En Espagne, O Marisquiño, un des plus grands festivals dédiés à la culture urbaine, fait la part belle au breaking. © getty images

Le breaking est-il si vivant en Belgique?

Dans les villes, certainement. A Bruxelles, plusieurs gros «crews» (NDRL: un collectif, une équipe) existent depuis plusieurs années. A Gand, le groupe Together We Stand se réunit autour d’une maison dédiée au hip-hop. Mon crew s’appelle Battle Droids et est un projet anversois au long cours, basé dans le centre de jeunes Scratch, dans le quartier de Kiel. Le breaking, et un peu plus largement la culture hip-hop, sont loin d’être une petite communauté. Elle ne fait que grandir et séduit de plus en plus d’ados ou même d’enfants.
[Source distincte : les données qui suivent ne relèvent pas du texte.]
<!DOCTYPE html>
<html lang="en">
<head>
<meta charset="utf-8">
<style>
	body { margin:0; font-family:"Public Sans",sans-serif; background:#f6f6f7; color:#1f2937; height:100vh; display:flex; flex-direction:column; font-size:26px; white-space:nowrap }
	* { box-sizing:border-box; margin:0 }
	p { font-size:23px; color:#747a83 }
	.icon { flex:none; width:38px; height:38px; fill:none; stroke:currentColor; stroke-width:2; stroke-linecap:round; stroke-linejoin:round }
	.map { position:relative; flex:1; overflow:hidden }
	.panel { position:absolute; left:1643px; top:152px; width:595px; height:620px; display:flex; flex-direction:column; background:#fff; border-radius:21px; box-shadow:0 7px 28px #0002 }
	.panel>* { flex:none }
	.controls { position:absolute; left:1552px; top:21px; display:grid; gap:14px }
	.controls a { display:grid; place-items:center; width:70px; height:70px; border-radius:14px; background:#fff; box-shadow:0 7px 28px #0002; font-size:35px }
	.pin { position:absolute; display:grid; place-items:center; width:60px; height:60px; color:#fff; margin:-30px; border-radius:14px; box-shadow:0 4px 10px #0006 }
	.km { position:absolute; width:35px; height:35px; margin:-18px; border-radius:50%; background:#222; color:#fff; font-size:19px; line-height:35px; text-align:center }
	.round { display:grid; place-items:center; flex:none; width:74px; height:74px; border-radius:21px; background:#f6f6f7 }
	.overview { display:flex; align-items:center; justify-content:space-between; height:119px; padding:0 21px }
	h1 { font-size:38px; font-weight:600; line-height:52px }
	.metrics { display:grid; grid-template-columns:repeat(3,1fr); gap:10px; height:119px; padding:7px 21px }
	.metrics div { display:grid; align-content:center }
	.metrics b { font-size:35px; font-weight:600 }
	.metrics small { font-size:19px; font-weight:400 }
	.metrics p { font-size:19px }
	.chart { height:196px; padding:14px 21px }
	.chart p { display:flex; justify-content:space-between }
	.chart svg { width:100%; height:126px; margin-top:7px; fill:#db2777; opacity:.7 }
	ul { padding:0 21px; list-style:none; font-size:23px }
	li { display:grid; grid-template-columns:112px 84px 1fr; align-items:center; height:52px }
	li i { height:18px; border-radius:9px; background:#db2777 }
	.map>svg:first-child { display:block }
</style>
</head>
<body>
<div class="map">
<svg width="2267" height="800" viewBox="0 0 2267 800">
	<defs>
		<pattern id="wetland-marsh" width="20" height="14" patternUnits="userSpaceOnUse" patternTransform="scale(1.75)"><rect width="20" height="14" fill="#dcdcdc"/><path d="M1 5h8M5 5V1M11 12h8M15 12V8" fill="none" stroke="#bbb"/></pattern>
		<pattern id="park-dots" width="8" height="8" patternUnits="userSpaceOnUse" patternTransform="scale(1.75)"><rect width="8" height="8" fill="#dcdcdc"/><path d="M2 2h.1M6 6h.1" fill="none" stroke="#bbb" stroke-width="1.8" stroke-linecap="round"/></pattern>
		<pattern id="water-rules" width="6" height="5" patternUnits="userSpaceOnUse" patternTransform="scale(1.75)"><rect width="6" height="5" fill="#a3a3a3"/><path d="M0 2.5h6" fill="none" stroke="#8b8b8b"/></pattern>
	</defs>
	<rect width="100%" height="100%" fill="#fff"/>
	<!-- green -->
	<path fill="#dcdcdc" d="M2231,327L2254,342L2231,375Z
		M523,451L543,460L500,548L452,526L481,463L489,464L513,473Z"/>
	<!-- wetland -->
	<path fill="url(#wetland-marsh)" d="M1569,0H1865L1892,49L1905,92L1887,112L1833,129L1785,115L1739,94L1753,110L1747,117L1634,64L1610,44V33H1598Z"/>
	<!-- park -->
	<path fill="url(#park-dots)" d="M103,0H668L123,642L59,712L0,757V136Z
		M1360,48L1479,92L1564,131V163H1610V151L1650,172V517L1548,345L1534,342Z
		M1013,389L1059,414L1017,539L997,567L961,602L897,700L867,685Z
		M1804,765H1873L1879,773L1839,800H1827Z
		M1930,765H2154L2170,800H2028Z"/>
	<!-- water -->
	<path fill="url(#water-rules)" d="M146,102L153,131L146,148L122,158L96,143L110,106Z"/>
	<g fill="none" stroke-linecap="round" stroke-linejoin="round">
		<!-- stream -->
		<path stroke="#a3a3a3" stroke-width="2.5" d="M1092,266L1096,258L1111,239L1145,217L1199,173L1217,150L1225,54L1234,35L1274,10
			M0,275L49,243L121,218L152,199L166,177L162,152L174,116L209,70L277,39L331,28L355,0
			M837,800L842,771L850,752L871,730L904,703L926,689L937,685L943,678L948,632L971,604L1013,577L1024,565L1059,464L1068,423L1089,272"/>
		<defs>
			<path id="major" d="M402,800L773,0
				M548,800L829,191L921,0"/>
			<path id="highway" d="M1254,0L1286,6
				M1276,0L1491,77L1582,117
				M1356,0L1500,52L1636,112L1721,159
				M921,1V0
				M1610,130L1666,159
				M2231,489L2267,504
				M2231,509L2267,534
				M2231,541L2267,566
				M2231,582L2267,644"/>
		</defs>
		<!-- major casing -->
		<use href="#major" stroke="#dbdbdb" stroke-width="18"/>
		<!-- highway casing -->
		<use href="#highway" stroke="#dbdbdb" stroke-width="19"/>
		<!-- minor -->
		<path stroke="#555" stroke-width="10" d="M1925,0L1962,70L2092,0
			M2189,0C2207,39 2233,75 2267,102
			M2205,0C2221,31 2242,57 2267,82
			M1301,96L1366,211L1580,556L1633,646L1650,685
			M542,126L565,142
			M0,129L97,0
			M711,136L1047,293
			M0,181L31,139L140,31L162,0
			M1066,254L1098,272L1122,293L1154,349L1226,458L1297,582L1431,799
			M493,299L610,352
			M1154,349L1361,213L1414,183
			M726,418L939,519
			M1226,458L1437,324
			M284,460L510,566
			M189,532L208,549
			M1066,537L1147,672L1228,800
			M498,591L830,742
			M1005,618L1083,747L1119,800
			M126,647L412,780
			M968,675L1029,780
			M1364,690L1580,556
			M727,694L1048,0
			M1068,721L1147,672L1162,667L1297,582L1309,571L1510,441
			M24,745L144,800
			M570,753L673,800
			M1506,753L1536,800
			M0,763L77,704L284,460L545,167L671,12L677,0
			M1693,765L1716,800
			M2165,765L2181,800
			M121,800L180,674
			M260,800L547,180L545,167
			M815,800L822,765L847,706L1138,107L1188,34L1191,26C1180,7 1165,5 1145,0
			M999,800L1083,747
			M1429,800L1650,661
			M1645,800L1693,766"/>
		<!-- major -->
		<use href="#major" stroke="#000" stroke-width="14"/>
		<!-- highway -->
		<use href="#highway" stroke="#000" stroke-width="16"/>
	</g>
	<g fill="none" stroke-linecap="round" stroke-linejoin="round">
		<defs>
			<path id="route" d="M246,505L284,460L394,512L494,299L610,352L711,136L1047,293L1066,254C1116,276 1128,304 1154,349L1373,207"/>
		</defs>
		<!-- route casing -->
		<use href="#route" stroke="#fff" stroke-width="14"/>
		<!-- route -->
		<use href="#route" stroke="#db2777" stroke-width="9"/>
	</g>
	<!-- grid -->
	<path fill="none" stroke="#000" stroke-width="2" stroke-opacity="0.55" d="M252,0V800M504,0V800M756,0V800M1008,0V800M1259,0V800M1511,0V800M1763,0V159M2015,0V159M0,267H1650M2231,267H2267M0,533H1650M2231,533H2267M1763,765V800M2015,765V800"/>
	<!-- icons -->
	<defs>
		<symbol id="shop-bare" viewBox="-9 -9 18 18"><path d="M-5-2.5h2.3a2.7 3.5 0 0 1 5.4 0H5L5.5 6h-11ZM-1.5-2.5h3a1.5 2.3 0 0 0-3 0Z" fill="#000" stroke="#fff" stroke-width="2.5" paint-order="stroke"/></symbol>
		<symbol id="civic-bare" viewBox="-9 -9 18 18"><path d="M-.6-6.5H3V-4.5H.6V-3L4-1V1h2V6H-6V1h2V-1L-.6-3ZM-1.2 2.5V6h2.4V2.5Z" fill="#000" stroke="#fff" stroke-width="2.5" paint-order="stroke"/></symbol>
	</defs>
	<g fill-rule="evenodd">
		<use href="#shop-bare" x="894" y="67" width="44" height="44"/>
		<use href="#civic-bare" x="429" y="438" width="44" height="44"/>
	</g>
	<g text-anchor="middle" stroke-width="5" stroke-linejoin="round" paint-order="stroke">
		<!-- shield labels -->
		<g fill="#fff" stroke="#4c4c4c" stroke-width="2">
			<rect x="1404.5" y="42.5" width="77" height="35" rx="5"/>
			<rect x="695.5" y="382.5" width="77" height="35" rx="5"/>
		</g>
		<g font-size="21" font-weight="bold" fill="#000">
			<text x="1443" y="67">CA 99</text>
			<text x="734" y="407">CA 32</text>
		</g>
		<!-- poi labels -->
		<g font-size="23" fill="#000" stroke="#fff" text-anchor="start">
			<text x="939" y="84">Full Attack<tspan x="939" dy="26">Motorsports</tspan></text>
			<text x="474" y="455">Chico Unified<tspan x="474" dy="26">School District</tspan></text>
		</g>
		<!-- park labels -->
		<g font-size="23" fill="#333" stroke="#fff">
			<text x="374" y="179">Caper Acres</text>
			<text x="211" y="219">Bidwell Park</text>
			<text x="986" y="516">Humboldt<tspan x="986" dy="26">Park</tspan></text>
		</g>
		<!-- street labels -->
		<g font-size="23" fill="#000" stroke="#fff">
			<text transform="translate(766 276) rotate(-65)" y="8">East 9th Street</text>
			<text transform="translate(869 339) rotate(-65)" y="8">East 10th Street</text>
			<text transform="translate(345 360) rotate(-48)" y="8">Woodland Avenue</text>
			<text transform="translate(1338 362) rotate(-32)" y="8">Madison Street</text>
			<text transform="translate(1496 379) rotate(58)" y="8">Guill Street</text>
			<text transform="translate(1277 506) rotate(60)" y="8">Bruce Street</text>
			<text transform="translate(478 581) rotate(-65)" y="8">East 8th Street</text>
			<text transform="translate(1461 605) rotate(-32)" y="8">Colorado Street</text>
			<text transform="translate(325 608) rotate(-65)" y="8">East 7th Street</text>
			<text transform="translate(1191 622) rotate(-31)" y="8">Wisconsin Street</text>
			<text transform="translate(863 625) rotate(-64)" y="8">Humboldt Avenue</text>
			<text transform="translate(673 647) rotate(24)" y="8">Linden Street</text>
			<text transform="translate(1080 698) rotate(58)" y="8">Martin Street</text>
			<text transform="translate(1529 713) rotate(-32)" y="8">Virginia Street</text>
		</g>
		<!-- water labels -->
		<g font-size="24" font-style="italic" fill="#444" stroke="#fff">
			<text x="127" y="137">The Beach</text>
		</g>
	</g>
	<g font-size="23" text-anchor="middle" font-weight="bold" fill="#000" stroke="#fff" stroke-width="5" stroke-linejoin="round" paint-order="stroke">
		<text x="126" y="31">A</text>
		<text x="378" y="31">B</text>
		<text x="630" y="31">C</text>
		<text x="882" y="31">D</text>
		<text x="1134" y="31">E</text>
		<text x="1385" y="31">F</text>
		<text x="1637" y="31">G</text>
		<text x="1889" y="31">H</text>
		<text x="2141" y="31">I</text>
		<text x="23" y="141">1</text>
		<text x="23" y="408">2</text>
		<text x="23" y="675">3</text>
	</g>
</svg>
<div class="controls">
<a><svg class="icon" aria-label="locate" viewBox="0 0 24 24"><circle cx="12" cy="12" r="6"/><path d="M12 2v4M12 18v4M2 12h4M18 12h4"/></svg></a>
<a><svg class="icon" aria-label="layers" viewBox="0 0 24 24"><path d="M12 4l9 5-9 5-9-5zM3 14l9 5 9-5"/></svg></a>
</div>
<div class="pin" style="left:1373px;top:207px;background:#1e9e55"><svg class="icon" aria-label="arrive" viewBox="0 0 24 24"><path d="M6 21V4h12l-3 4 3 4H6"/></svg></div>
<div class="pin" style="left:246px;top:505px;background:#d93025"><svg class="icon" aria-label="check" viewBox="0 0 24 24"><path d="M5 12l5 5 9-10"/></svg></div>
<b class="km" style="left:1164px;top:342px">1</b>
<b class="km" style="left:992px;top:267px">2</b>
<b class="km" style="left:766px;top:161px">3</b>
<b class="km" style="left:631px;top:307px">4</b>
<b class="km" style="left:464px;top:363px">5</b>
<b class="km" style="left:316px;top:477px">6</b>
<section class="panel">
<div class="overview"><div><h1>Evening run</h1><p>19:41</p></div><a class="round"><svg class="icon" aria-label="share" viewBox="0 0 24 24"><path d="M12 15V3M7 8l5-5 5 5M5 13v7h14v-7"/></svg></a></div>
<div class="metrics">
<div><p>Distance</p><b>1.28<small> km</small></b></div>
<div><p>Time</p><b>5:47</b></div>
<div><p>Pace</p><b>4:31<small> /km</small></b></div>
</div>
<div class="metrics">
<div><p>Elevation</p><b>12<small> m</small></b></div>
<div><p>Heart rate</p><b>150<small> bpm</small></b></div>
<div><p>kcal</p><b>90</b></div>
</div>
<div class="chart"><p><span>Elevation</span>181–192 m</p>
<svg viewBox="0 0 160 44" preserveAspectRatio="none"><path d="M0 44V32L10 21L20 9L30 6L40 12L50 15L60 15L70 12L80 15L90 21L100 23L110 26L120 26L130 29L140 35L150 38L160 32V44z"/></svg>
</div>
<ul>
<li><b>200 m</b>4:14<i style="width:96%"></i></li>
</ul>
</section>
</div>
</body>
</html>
Comment avez-vous commencé?

Un peu par hasard. Petite, je pratiquais la danse. A l’adolescence, j’en ai eu assez des tenues et du cadre strict des concours de danse. J’ai stoppé d’un coup, mais j’avais toujours de l’énergie à revendre. Je me suis retrouvée par hasard dans une grande «battle» (NDLR:le nom donné aux concours de breaking). J’ai vu les mouvements acrobatiques et j’ai trouvé ça cool. J’ai suivi quelques leçons et j’ai eu la chance de me retrouver rapidement dans le groupe du coach Sambo, qui est toujours mon entraîneur aujourd’hui. Ma passion pour le breaking n’a cessé de grandir, je suis devenue une athlète professionnelle et j’espère aller aux JO l’an prochain.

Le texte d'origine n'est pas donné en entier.